**EXERCISE GOAL:**
Report every line of the data that includes "textBaseline".

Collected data
********************

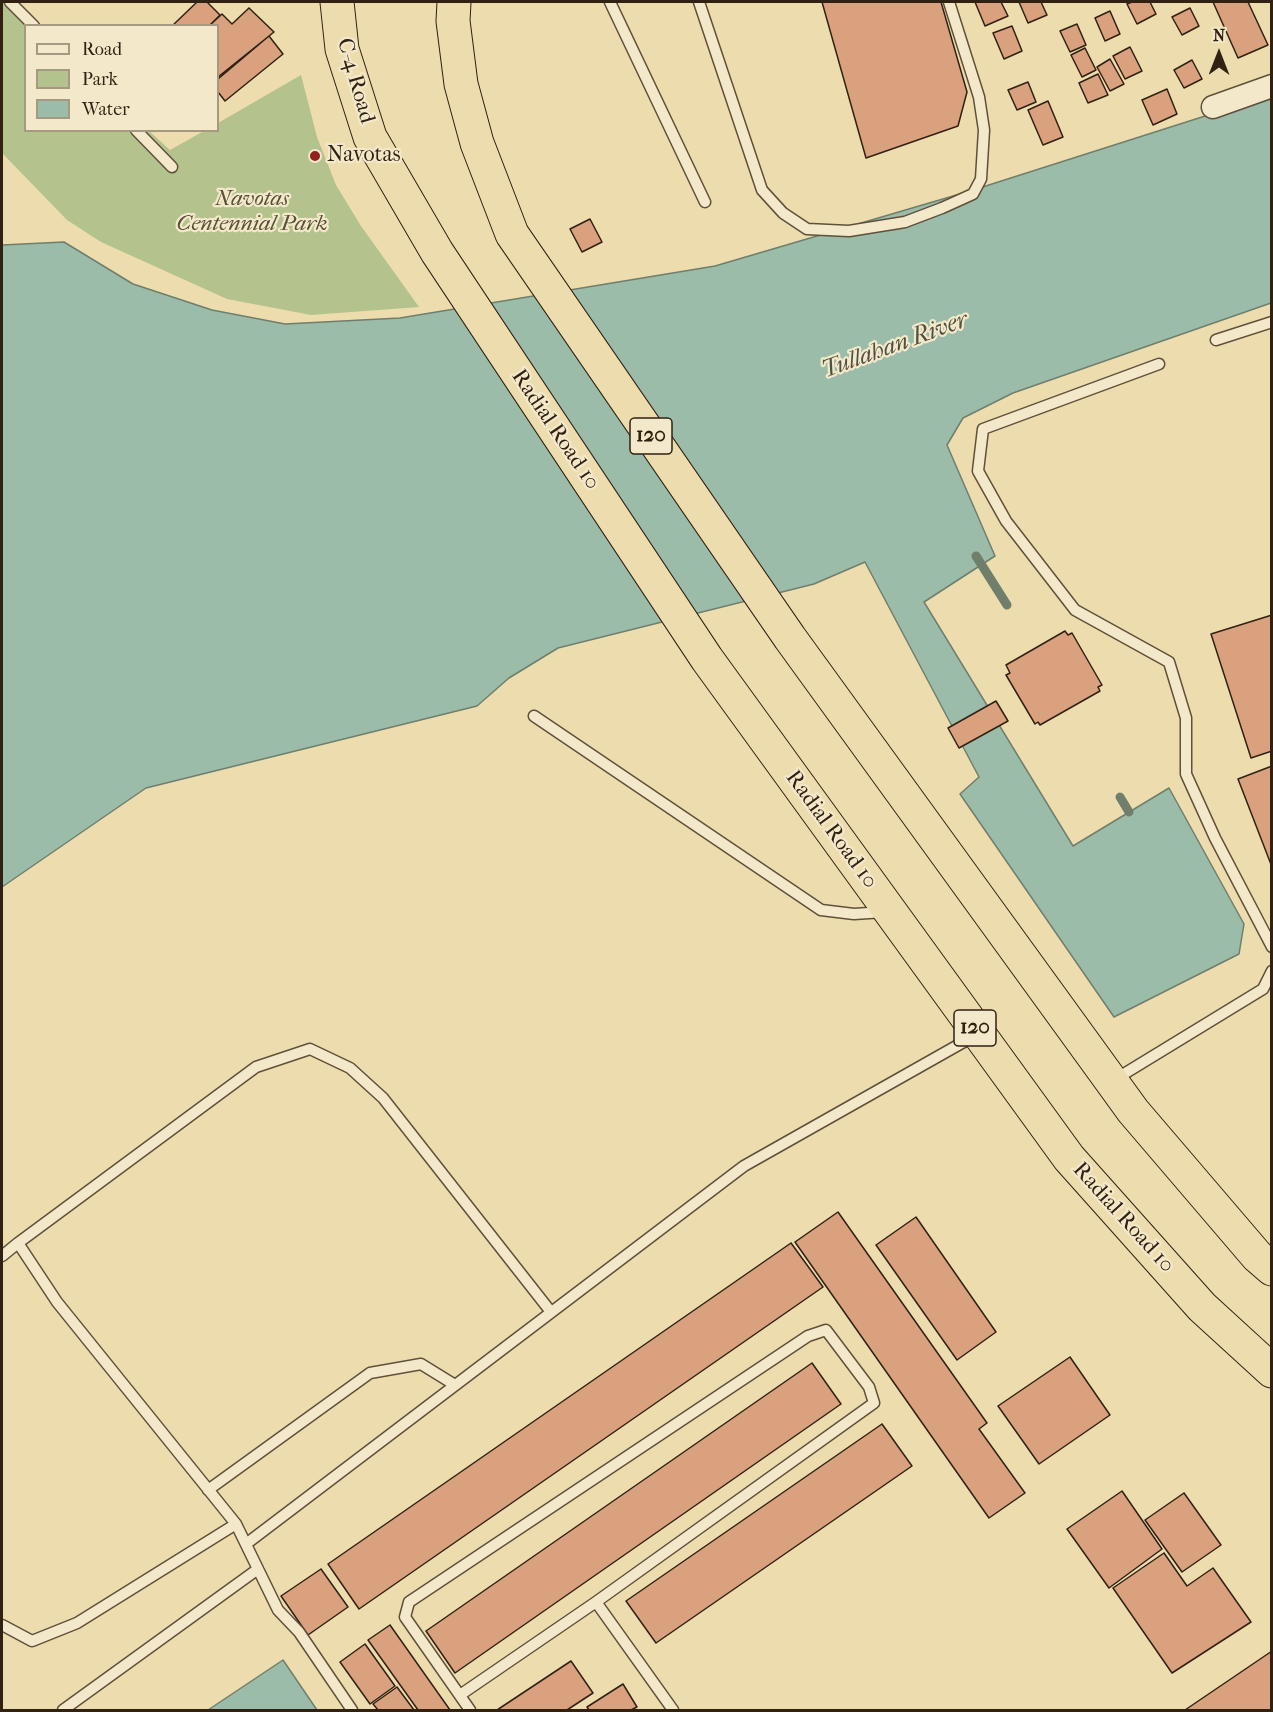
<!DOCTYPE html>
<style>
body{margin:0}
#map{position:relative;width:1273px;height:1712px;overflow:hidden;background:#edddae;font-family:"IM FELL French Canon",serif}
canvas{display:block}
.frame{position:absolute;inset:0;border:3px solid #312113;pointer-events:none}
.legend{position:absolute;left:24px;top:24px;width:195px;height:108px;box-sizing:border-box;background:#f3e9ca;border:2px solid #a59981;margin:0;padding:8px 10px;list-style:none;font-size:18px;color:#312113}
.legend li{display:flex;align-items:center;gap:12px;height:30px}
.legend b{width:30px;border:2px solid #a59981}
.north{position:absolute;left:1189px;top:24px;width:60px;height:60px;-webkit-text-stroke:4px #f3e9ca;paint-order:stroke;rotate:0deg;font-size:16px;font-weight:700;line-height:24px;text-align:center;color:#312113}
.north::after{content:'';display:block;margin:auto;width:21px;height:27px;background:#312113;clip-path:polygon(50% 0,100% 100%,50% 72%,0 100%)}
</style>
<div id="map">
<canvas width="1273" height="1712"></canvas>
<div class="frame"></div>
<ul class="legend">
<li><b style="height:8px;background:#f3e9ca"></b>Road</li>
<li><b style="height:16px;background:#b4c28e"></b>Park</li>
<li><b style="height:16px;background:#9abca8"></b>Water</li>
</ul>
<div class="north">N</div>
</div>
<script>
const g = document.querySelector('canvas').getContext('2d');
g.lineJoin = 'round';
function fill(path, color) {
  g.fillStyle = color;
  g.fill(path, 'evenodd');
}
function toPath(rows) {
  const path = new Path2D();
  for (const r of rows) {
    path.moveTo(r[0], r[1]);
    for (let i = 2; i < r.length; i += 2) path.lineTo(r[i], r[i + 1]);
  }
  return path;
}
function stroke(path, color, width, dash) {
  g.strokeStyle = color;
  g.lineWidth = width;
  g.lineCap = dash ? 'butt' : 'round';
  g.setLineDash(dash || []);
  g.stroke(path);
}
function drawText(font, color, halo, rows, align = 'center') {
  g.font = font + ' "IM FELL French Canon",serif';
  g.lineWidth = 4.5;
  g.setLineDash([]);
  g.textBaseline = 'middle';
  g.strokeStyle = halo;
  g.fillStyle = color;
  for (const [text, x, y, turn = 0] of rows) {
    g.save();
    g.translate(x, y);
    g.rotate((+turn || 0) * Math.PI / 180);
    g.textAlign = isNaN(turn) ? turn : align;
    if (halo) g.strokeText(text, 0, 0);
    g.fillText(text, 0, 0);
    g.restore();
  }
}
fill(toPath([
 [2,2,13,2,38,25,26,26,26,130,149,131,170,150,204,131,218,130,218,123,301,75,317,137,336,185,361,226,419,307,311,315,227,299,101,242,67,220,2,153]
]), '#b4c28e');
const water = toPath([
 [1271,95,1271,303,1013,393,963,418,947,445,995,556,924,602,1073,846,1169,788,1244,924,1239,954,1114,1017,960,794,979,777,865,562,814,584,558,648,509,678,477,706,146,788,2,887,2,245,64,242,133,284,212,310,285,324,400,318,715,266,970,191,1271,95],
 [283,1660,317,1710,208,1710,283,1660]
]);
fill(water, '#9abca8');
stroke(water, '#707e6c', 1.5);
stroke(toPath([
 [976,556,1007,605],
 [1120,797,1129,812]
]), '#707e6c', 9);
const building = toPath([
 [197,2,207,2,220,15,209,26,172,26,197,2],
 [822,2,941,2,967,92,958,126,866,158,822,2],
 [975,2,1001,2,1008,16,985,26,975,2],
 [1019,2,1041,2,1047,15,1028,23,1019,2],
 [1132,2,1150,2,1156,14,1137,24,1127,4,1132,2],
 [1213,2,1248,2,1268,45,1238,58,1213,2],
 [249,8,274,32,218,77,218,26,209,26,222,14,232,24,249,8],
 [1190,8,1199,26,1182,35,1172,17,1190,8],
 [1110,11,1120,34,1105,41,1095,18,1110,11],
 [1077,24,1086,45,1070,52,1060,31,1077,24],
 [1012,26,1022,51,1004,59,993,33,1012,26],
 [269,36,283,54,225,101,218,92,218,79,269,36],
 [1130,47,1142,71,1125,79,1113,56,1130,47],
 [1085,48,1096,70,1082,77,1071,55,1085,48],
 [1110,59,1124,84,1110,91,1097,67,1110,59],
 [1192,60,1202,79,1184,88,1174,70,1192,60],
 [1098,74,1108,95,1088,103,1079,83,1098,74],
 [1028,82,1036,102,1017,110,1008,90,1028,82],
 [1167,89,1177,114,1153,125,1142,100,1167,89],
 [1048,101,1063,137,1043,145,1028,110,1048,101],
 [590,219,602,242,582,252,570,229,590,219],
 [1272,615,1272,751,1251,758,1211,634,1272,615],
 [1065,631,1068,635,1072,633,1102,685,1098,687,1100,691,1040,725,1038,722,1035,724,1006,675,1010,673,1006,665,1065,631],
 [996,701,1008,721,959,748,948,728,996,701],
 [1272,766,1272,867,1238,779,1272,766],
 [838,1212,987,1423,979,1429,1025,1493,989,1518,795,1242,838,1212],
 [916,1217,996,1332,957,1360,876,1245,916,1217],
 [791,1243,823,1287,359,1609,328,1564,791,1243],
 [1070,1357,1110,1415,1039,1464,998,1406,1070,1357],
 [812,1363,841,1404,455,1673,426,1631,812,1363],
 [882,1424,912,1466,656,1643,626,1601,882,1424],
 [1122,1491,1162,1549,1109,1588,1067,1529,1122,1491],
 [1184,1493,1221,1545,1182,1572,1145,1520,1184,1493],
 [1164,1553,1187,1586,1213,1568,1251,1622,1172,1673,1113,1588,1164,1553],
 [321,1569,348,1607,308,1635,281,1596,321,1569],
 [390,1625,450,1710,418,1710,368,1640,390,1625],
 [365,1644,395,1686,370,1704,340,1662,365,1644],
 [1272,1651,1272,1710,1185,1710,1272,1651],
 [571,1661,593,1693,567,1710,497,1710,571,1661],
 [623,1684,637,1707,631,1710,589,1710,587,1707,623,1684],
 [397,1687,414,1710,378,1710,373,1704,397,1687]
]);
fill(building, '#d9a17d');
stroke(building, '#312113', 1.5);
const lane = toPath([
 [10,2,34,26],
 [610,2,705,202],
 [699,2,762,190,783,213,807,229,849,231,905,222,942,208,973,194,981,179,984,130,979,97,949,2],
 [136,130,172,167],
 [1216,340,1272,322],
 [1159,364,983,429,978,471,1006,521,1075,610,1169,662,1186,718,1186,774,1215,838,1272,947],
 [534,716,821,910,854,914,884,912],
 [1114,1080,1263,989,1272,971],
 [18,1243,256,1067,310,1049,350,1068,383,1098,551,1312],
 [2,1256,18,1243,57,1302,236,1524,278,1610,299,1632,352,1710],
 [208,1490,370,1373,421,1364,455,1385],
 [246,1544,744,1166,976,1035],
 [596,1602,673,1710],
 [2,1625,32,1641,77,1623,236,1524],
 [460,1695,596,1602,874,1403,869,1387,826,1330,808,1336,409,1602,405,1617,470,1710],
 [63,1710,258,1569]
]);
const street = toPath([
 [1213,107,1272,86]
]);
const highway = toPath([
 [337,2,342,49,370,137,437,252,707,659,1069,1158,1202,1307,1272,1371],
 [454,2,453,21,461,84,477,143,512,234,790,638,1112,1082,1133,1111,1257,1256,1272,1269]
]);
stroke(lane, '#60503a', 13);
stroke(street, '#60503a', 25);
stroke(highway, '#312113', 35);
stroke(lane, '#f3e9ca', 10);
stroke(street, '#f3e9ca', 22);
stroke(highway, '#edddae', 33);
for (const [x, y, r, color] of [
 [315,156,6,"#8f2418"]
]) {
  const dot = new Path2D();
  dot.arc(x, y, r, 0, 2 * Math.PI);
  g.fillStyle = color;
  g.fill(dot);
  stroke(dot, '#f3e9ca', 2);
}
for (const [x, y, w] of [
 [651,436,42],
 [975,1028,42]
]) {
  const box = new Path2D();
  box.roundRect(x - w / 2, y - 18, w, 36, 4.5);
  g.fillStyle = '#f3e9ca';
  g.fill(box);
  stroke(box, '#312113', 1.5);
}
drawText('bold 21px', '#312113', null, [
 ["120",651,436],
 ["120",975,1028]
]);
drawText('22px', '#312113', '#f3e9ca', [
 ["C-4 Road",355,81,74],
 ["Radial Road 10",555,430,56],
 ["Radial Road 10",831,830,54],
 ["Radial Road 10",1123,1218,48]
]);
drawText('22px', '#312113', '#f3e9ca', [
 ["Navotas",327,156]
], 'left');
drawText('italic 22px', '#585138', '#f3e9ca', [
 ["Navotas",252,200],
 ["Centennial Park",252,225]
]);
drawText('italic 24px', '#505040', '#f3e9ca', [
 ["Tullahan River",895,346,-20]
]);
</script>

********************

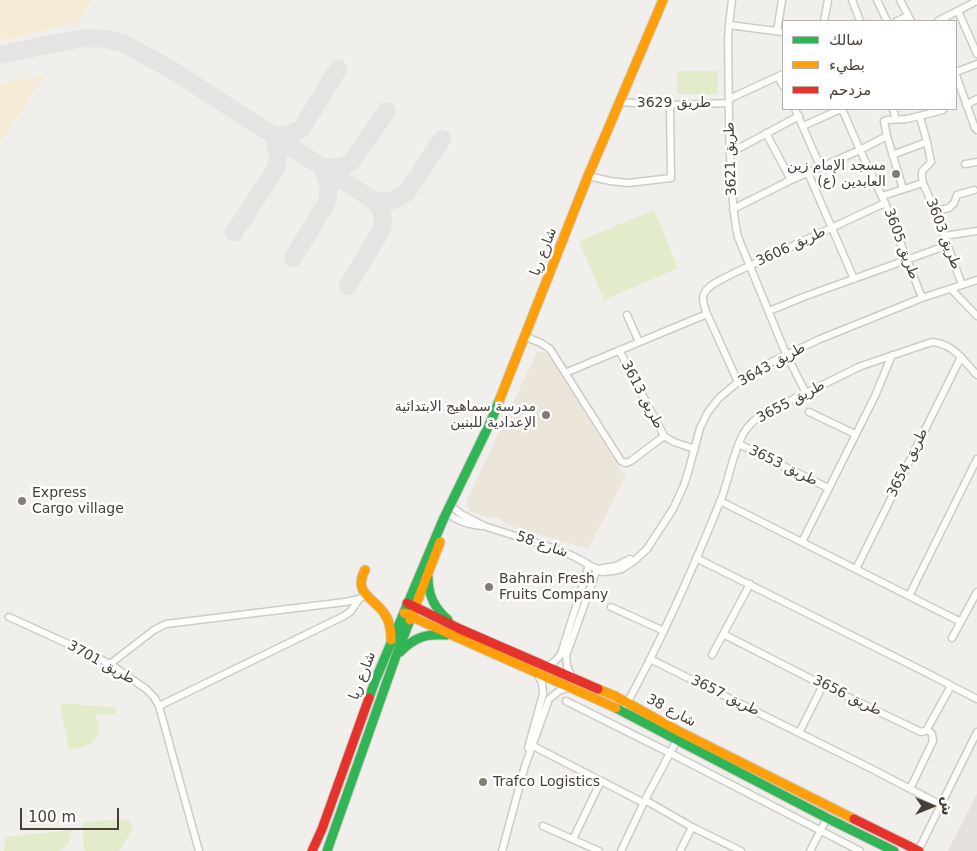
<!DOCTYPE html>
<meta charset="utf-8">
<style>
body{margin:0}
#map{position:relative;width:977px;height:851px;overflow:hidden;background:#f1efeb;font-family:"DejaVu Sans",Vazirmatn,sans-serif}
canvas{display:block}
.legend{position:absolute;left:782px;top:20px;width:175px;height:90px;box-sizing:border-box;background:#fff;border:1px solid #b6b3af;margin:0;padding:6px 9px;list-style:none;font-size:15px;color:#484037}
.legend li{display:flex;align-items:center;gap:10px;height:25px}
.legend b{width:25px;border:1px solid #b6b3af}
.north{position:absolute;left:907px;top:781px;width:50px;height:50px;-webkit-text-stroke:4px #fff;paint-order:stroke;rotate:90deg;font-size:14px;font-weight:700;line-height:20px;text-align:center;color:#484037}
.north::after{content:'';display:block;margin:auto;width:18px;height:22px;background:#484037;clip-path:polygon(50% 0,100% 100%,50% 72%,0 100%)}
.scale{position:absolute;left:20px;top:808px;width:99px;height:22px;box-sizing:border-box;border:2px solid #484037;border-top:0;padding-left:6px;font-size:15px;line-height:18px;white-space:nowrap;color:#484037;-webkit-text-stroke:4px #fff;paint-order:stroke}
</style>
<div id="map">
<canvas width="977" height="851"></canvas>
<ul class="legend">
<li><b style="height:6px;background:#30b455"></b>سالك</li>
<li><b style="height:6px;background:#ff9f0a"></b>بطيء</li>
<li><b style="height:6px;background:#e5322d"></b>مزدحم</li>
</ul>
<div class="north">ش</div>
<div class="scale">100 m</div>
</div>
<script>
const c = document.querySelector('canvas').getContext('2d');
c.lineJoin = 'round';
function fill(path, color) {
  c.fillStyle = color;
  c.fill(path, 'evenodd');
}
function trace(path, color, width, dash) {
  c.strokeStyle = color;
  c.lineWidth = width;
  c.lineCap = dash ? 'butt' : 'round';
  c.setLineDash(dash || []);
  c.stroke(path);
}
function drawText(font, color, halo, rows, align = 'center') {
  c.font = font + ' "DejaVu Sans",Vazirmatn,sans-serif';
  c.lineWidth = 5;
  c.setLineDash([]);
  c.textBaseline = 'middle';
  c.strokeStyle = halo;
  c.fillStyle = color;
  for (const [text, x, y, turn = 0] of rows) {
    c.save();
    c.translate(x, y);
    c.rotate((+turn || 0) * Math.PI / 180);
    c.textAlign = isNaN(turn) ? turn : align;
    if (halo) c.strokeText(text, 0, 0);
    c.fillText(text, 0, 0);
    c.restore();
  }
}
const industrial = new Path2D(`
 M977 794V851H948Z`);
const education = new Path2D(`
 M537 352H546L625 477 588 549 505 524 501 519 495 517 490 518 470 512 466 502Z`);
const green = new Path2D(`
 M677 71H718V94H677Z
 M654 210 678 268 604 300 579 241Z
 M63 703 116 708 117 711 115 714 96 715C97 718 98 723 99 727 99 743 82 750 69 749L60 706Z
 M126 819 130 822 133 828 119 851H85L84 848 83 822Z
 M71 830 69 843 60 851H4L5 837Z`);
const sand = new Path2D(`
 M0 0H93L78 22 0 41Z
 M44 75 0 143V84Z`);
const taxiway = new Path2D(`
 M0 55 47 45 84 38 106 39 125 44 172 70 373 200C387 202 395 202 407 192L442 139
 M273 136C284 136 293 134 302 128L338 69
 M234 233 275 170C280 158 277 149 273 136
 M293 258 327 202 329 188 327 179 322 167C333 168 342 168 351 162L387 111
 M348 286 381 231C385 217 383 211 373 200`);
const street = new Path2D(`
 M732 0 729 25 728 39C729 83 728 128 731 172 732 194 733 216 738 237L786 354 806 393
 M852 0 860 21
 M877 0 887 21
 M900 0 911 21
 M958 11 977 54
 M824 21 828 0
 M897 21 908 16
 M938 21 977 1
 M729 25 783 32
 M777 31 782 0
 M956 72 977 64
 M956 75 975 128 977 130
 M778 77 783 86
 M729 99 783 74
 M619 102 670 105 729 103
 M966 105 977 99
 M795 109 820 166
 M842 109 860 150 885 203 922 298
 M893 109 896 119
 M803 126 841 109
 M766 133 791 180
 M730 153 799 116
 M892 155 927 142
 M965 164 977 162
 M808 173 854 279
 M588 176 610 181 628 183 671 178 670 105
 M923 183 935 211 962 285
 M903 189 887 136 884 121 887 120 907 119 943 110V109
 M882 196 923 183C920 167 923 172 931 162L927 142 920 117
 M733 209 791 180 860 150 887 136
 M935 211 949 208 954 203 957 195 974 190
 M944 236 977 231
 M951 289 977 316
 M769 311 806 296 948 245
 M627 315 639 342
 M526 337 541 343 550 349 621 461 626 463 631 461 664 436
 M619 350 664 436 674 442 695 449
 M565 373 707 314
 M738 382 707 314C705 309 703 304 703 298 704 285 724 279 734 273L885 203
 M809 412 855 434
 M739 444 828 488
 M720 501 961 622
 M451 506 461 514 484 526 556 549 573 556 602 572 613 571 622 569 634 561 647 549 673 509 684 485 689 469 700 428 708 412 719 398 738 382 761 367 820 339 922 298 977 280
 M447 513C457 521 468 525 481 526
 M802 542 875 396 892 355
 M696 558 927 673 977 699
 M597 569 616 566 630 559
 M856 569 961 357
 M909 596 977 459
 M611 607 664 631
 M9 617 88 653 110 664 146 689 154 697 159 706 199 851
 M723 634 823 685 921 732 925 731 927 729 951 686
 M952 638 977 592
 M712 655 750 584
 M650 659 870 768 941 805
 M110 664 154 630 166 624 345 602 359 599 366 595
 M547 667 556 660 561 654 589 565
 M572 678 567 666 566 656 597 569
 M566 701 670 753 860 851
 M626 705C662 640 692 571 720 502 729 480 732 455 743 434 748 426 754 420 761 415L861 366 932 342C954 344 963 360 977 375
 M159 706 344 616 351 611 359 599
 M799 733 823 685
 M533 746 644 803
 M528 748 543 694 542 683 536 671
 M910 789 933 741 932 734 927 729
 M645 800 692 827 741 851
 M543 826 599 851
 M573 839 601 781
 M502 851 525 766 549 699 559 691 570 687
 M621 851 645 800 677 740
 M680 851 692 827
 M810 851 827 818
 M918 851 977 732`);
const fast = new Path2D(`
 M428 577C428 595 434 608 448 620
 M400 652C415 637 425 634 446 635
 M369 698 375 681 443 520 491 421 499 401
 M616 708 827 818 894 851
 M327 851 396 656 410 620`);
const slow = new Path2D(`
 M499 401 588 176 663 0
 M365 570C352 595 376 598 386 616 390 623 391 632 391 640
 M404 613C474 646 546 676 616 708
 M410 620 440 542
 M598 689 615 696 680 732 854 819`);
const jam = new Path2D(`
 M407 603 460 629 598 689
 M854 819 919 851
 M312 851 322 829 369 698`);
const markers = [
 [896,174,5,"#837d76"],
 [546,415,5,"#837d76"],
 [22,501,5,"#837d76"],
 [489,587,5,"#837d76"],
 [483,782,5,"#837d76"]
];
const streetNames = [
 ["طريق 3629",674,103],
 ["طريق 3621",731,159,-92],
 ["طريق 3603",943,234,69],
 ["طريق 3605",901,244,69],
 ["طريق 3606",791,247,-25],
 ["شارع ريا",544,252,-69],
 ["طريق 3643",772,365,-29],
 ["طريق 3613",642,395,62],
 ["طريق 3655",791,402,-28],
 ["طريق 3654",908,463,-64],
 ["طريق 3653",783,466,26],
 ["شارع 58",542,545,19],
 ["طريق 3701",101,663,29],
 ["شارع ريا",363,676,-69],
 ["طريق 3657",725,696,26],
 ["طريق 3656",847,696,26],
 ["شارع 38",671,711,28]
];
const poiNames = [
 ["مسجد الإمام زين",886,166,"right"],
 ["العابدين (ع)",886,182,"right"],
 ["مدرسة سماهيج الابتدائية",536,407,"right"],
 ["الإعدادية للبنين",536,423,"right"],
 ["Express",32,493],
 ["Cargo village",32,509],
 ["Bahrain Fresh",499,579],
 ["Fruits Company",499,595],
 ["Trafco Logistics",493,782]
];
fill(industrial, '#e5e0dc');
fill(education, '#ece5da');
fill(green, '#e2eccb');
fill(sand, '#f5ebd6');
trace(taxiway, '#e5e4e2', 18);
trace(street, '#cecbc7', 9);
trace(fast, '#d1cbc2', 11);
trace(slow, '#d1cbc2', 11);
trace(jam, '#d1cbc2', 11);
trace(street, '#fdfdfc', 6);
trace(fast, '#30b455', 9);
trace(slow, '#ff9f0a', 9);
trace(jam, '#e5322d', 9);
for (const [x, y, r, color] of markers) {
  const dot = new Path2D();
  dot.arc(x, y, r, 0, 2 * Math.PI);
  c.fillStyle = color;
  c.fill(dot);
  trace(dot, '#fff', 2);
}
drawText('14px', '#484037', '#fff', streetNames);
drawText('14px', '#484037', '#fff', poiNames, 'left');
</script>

********************

**RESULT OF THE EXERCISE:**
  g.textBaseline = 'middle';
  c.textBaseline = 'middle';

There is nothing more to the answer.